Synopsis Diffusion addresses the problem of robustly computing aggregates (e.g., the average temperature reported by the sensors) in a wireless sensor network. Traditional approaches for computing aggregates use in-network aggregation over a spanning tree rooted at the base station. However, a tree, being fragile against node- and communication-failures, gives inaccurate answers in practice. For example, under a message loss rate (20-30%) typical in real sensor deployments, the inaccuracy can be as high as 75%. One way to make the routing robust is to employ redundancy, by using multi-path routing for example. However, using such redundancy with traditional in-network aggregation approaches would introduce double-counting because sensor readings and partial results would be sent along multiple paths. This concern with double-counting led the researchers to stick with the tree topology despite its inaccuracies. In other words, in traditional in-network aggregation approaches, routing is dictated by the requirements of the in-network aggregation techniques.

Synopsis Diffusion decouples aggregation and routing so that these can be optimized independently. Synopsis Diffusion achieves topology-independence through the use of order- and duplicate-insensitive (ODI) synopses. ODI synopses,  a special class of synopses used in traditional data-streams research, eliminate double-counting and summarize the intermediate results during in-network aggregation. This enables the use of a robust aggregation topology. I have shown that Synopsis Diffusion can make the aggregation process significantly more robust against typical node- and communication-failures than traditional approaches, without additional energy overheads.
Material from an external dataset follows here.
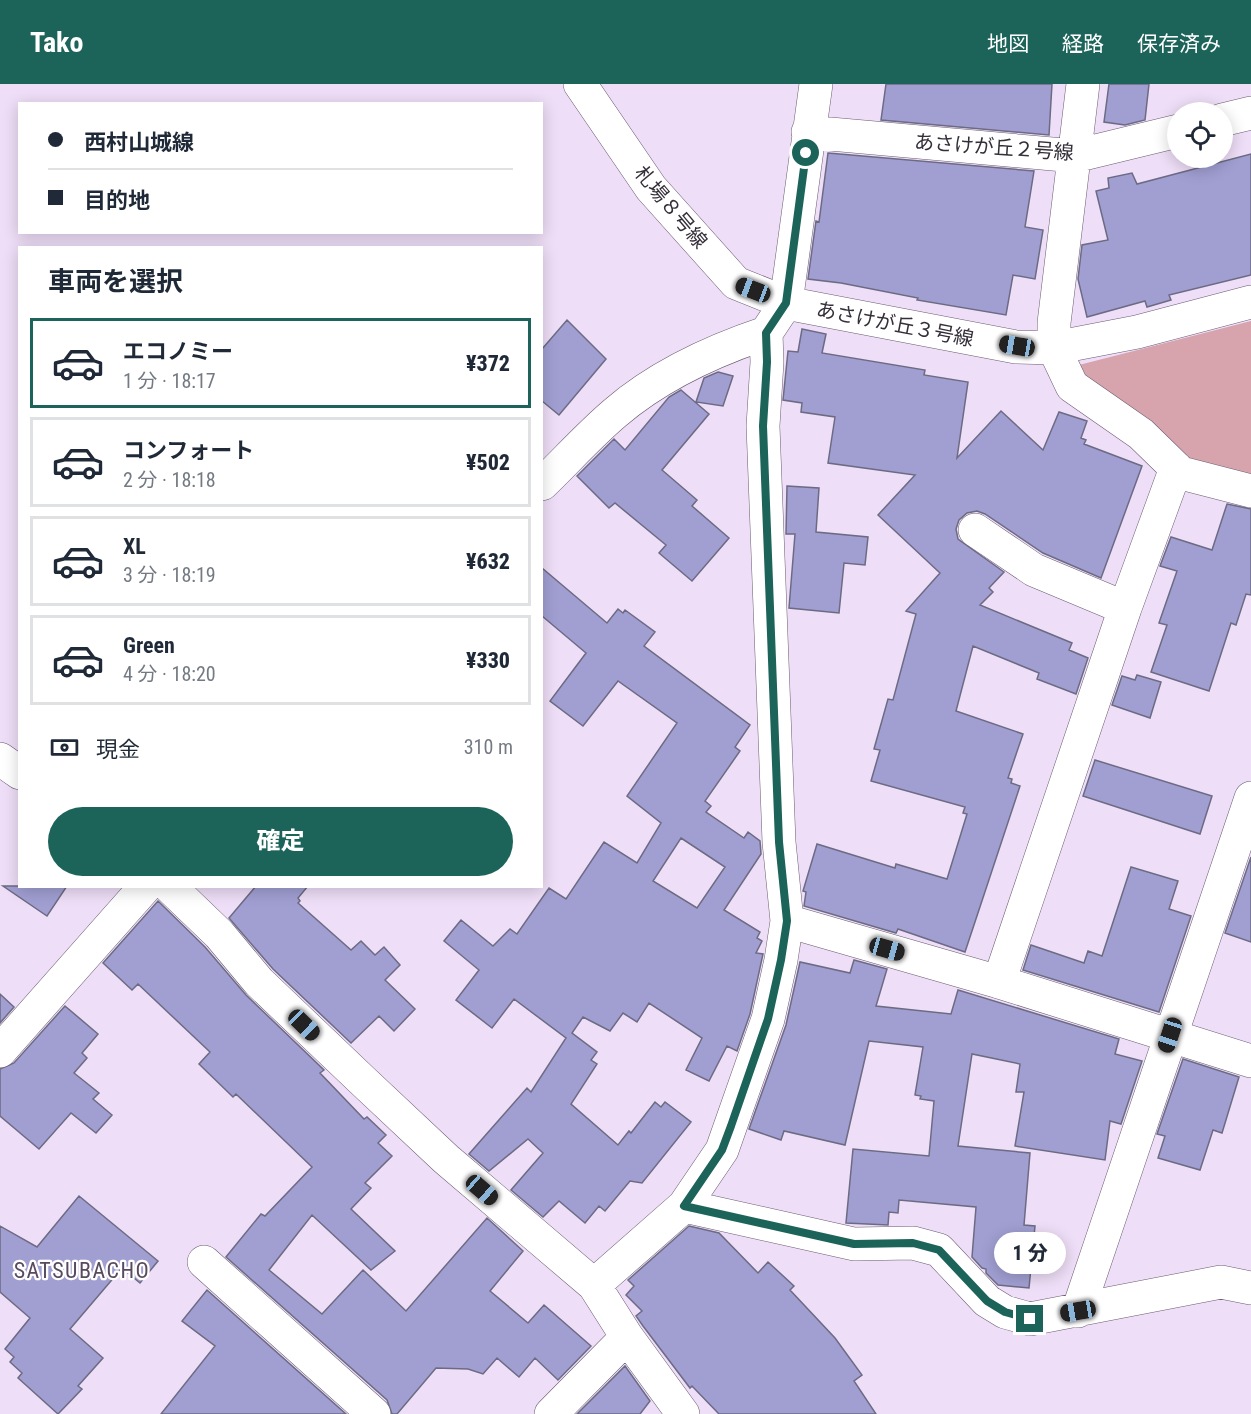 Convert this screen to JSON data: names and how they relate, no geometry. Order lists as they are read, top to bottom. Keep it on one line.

For example, under a typical message loss rate, Synopsis Diffusion can improve the accuracy of aggregation by around 85%.

Apart from this basic framework, we have also provided i) novel synopsis diffusion algorithms for (approximately) computing a number of useful aggregates, (ii) surprisingly simple methods to check the correctness and the approximation errors of any Synopsis Diffusion algorithm., and iii) techniques to exploit a unique property of Synopsis Diffusion as an  implicit acknowledgement of message delivery.

As an extension to this work, we have proposed, formalized, and provided algorithms to construct the Tributary-Delta aggregation scheme, a novel approach that combines the advantages of Synopsis Diffusion and traditional tree-based approaches by running them simultaneously in different parts of the network.